*** MATERIAL FOR THIS EXERCISE Section Begins ***
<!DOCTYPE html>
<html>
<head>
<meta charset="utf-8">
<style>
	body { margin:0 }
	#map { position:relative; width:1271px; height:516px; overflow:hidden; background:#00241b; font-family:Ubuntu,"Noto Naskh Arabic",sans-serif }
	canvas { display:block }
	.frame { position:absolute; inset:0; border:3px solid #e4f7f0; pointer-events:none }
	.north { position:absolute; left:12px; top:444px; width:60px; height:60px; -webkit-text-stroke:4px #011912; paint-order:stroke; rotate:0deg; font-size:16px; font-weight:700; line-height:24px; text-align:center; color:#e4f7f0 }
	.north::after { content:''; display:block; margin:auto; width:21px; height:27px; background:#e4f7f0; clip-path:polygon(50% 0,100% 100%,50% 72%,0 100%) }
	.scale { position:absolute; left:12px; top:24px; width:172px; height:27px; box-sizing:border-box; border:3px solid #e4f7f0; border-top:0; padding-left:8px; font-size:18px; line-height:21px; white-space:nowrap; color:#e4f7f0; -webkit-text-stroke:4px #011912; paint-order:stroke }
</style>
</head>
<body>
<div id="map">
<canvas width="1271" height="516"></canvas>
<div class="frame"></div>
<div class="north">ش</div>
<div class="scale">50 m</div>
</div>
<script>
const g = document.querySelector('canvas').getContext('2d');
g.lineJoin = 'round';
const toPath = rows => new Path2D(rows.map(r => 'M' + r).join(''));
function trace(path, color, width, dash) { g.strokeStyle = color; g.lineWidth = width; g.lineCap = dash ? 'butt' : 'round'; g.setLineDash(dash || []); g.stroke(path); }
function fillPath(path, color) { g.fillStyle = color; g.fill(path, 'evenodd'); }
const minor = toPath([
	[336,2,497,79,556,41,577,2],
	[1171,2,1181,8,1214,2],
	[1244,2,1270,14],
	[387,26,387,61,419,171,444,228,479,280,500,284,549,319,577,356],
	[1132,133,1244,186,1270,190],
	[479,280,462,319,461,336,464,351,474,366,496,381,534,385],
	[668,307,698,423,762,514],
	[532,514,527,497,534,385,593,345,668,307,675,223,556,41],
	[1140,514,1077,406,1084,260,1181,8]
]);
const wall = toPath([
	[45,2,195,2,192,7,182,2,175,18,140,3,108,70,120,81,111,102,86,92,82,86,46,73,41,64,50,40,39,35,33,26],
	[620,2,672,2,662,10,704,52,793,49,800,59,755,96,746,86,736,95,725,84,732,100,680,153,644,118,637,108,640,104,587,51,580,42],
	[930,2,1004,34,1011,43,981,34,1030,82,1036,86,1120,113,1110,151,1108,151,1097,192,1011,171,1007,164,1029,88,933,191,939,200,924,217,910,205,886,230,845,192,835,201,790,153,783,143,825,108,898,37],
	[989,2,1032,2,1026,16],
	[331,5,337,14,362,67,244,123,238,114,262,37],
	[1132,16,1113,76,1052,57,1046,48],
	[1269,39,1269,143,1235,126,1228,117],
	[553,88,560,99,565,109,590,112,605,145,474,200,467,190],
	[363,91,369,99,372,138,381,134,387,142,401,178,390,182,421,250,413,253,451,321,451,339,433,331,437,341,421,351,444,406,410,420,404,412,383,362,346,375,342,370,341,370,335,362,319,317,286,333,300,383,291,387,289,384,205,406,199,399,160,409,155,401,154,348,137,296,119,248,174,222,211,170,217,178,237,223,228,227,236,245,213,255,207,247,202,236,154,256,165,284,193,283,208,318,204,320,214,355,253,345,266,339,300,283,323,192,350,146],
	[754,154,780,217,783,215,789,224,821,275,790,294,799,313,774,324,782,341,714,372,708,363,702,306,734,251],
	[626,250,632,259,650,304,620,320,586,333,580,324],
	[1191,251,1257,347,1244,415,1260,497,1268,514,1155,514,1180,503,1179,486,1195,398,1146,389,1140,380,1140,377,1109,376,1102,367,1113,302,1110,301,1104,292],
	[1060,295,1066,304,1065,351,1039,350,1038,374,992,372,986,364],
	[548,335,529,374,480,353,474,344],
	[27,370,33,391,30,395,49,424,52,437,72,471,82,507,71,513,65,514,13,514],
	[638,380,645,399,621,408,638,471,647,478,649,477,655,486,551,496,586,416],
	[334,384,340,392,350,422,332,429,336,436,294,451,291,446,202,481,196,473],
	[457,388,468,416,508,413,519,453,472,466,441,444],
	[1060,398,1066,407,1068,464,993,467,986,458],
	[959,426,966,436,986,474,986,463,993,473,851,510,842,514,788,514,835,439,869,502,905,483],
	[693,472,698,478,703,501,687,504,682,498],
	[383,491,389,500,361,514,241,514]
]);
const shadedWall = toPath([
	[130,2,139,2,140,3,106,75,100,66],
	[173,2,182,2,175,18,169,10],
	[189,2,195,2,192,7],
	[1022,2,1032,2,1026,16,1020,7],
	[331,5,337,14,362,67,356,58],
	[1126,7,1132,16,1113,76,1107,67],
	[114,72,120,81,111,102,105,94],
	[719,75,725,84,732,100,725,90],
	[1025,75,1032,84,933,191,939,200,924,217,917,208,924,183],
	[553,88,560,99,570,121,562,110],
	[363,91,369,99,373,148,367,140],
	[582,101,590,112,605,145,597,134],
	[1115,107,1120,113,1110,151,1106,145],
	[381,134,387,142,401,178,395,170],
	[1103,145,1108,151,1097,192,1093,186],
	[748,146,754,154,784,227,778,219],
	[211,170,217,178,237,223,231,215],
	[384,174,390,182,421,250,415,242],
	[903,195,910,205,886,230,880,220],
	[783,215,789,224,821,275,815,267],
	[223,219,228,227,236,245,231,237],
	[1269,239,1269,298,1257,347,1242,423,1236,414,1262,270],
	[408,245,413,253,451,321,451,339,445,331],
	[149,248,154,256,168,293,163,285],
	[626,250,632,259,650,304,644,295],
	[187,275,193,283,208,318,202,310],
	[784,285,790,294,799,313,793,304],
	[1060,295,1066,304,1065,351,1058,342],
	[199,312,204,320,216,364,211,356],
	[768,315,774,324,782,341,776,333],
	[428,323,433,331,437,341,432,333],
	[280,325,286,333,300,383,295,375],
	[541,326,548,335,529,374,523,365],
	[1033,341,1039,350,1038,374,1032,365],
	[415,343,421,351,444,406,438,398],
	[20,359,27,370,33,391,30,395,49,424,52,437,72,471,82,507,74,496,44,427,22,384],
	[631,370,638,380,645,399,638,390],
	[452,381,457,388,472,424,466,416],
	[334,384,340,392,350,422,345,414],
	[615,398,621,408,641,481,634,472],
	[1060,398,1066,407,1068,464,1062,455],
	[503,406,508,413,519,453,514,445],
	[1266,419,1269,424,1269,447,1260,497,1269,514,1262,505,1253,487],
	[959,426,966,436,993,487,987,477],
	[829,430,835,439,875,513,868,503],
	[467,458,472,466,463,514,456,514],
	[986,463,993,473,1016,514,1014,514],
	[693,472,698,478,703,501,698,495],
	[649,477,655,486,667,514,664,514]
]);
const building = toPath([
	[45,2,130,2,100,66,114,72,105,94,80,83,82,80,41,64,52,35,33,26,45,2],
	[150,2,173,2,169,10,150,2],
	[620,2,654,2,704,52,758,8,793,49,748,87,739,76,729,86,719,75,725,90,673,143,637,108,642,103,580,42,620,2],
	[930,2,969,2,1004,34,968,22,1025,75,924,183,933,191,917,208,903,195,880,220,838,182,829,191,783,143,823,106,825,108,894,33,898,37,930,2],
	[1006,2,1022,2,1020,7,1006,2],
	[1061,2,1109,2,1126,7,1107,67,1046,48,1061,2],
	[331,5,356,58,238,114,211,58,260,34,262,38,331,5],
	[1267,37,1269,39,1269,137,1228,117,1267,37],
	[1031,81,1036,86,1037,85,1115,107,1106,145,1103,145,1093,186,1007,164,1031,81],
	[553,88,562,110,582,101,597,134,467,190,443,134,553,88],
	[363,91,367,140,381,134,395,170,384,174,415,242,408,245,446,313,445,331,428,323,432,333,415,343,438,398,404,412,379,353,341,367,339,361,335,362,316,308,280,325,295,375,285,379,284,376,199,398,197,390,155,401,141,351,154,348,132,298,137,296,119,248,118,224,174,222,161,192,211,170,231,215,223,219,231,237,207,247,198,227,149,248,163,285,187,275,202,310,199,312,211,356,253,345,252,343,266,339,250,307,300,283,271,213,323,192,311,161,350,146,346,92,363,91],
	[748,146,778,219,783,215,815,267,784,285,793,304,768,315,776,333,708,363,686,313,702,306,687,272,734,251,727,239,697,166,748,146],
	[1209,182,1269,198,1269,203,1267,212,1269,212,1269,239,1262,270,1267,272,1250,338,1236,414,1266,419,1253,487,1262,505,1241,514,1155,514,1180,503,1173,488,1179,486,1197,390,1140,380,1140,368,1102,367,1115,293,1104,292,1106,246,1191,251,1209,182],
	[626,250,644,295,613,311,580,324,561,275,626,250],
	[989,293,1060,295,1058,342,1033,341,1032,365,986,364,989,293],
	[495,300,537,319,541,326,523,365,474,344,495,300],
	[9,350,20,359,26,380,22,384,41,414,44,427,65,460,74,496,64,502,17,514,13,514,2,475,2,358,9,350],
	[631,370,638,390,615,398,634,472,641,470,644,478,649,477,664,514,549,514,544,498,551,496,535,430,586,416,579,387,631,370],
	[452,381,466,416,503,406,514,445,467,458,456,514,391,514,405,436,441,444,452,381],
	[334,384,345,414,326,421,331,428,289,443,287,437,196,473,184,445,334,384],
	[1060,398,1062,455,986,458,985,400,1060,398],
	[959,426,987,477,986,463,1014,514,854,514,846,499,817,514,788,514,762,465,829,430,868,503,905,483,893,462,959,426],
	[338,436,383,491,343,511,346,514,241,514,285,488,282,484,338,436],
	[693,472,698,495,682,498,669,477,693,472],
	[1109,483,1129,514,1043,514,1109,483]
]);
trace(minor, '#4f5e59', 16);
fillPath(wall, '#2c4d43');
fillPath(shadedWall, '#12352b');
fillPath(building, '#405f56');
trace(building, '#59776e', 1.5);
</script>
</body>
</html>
*** MATERIAL FOR THIS EXERCISE Section Ends ***
EXERCISE DIRECTIONS — Please find every line in the records that contains the word "canvas", and copy it out.

OUTPUT OF THE TASK —
	canvas { display:block }
<canvas width="1271" height="516"></canvas>
const g = document.querySelector('canvas').getContext('2d');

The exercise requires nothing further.